- TASK DIRECTIONS -
Among the records that follow, find each line holding the word "MELARA" and copy it.

- Stored items -
_ _ _ _ _

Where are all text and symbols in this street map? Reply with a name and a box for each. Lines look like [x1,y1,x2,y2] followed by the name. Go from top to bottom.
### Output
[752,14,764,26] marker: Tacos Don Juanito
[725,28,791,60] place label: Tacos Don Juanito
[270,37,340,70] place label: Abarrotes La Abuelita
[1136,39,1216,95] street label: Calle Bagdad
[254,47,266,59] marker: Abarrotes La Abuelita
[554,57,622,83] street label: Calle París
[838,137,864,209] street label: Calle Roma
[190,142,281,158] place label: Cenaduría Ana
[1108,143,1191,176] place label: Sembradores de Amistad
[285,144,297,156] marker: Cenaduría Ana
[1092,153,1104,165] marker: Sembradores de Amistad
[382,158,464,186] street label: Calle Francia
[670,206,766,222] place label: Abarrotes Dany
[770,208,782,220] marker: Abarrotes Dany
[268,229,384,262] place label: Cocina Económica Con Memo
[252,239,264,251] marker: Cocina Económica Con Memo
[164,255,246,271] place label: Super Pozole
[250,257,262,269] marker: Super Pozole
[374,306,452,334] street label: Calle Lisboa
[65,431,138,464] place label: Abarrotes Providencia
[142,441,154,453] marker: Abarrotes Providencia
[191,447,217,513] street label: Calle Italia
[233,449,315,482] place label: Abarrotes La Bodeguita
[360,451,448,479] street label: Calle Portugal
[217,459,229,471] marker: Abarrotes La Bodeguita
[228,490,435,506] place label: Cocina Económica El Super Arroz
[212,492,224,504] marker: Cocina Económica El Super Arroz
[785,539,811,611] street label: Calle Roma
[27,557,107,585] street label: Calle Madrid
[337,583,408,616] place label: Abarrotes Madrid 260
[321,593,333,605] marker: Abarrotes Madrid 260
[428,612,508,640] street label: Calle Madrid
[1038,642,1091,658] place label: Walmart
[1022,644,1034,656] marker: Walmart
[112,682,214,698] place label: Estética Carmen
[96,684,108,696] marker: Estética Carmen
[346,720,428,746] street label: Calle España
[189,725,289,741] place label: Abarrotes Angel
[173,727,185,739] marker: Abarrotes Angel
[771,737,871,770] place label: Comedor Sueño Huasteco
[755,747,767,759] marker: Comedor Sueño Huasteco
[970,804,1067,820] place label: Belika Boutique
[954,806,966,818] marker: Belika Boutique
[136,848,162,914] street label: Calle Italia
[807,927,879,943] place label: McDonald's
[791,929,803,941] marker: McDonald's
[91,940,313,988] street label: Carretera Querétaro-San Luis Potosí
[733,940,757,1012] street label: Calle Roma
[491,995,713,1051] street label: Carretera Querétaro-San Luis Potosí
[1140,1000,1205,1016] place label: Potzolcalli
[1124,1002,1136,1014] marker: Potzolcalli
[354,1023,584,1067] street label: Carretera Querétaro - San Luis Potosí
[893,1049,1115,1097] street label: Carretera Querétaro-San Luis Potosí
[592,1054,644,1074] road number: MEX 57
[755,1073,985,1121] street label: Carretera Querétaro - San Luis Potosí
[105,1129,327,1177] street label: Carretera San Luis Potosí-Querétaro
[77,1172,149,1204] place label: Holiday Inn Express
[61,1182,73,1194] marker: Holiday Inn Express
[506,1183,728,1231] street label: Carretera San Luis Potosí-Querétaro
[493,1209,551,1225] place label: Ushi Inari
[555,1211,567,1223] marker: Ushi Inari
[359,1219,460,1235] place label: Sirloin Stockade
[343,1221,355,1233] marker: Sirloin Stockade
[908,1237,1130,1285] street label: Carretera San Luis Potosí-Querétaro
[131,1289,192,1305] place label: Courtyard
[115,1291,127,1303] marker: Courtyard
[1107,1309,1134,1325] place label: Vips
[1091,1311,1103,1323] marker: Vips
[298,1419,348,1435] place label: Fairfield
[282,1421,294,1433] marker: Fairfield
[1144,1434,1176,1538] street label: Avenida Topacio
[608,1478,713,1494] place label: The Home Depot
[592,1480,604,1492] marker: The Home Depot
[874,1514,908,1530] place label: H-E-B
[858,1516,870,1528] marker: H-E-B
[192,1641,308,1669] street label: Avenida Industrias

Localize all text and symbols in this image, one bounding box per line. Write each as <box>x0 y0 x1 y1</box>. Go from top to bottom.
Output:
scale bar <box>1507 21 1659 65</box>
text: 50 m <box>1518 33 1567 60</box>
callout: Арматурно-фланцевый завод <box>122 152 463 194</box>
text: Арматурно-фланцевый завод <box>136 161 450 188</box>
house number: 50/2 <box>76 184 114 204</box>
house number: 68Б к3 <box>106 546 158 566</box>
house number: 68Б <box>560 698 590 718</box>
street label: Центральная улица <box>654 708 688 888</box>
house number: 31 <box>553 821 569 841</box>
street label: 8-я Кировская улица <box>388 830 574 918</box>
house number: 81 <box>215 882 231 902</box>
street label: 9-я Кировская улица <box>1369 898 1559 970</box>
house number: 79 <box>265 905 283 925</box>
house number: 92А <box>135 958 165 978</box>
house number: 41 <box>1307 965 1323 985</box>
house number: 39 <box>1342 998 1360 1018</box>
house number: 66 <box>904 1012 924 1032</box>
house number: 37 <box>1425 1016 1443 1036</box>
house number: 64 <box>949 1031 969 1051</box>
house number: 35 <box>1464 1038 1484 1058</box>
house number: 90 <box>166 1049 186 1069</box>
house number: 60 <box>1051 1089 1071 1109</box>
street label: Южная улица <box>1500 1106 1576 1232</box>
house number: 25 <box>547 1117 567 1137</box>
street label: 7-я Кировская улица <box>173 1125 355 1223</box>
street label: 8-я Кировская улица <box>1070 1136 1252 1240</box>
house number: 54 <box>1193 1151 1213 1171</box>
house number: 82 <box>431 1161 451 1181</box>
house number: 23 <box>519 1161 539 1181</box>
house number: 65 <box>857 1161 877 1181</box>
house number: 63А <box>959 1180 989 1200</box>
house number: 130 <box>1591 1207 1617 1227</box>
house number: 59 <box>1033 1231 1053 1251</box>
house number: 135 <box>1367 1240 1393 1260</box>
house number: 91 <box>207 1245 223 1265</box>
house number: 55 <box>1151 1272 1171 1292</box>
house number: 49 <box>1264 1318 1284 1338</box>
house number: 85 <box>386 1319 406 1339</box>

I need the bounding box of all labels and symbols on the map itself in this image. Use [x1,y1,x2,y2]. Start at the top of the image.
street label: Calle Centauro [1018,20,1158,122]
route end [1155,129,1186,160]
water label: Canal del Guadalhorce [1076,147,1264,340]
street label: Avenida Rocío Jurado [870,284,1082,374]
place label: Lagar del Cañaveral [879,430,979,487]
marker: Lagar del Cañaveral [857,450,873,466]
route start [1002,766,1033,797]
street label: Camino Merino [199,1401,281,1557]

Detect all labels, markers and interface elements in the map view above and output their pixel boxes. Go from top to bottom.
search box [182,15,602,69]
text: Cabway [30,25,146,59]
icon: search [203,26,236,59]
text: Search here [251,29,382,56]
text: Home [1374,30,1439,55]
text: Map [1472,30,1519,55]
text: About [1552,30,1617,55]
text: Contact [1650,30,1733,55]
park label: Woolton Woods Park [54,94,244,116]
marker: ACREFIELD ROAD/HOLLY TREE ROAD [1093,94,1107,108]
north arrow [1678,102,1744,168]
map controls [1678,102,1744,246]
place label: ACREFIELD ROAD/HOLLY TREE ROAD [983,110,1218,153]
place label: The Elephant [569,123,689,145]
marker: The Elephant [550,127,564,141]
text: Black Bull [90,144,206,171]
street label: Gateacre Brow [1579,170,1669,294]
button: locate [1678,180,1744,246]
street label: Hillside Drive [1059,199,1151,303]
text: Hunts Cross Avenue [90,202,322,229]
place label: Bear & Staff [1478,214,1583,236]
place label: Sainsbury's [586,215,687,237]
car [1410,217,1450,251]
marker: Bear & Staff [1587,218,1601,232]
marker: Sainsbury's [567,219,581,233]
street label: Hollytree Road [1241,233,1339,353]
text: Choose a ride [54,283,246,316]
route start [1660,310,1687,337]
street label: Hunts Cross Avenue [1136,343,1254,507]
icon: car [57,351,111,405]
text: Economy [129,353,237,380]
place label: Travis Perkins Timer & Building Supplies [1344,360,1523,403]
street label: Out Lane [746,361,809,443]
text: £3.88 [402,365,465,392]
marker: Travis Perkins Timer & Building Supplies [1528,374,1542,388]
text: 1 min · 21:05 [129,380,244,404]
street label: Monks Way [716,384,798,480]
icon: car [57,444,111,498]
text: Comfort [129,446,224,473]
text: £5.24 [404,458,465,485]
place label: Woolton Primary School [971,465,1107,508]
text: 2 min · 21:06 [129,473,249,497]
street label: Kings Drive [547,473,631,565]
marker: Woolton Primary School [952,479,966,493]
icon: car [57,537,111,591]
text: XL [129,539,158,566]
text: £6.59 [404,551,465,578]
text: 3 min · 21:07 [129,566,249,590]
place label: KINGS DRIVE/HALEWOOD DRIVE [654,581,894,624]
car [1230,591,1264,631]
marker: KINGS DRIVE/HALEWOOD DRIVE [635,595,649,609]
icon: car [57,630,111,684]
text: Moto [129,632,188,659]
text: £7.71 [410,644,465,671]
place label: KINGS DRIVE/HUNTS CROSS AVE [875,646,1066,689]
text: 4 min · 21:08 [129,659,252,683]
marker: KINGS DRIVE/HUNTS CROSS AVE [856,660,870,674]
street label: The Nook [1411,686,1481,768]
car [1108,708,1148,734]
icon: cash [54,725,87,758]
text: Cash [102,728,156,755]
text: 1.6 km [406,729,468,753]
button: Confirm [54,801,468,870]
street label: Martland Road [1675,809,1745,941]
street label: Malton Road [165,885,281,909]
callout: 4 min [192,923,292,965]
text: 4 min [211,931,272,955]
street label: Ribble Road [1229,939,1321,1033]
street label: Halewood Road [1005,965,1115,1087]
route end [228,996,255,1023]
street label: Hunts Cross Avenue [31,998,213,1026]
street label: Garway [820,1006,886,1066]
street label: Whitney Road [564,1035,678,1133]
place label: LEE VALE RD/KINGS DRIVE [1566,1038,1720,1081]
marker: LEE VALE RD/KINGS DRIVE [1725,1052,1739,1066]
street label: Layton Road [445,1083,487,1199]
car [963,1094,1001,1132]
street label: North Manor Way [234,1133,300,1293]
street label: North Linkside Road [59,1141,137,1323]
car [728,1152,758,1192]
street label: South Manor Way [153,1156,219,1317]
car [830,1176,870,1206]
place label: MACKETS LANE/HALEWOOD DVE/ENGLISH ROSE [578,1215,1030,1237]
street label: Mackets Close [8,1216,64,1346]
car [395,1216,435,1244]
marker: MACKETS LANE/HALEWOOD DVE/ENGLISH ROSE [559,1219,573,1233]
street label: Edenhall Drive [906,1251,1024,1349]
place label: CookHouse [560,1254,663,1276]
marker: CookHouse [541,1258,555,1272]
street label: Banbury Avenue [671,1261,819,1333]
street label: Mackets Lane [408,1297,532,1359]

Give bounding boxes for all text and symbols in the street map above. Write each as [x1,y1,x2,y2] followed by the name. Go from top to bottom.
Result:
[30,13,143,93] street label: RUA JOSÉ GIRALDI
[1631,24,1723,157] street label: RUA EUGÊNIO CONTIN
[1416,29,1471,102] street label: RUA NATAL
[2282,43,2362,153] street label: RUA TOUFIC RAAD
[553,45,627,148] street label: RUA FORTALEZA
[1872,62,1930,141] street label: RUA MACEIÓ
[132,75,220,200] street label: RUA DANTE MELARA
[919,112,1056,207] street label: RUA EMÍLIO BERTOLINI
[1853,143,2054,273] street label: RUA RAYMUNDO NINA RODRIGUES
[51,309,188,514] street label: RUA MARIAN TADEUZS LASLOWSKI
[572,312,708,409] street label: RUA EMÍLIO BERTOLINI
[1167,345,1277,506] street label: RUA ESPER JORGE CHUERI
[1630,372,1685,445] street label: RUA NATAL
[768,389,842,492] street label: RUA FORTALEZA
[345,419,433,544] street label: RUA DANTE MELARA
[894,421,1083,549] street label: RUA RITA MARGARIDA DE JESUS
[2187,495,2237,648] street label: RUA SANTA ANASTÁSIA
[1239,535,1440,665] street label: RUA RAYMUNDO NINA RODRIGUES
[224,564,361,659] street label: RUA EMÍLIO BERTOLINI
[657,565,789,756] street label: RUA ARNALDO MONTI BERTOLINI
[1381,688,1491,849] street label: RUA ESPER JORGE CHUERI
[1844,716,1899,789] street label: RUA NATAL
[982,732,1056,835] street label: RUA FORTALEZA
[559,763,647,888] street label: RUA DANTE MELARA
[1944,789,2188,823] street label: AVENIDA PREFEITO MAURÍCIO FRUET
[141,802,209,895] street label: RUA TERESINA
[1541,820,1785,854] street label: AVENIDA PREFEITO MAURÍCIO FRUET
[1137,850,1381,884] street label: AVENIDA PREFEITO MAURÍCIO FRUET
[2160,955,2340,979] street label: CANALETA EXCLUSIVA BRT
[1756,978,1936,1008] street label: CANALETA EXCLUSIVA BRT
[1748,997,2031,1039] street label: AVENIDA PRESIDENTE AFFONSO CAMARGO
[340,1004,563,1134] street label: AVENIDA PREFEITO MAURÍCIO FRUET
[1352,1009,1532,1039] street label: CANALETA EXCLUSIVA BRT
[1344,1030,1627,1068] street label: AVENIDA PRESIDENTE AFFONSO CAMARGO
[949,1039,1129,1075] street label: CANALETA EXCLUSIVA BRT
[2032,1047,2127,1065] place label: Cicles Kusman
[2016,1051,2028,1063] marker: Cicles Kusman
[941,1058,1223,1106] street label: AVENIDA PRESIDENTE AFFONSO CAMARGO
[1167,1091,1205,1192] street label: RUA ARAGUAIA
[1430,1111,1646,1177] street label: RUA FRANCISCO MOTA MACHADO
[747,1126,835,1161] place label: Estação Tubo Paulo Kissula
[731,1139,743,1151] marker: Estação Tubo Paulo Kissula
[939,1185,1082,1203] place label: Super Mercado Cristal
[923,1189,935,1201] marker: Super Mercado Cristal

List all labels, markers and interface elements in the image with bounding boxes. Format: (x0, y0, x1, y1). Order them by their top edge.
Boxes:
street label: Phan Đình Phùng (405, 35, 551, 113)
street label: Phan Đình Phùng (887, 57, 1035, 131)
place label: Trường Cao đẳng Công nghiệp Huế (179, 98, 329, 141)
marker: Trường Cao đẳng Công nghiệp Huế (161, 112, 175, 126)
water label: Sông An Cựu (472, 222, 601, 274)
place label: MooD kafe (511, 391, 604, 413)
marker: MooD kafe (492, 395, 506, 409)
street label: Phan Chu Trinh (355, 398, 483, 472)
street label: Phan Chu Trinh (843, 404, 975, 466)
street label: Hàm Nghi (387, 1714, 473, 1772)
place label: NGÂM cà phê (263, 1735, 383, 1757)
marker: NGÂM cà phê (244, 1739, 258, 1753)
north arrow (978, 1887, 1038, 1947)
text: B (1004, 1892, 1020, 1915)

_ _ _ _ _

- RESPONSE TO THE TASK -
[132,75,220,200] street label: RUA DANTE MELARA
[345,419,433,544] street label: RUA DANTE MELARA
[559,763,647,888] street label: RUA DANTE MELARA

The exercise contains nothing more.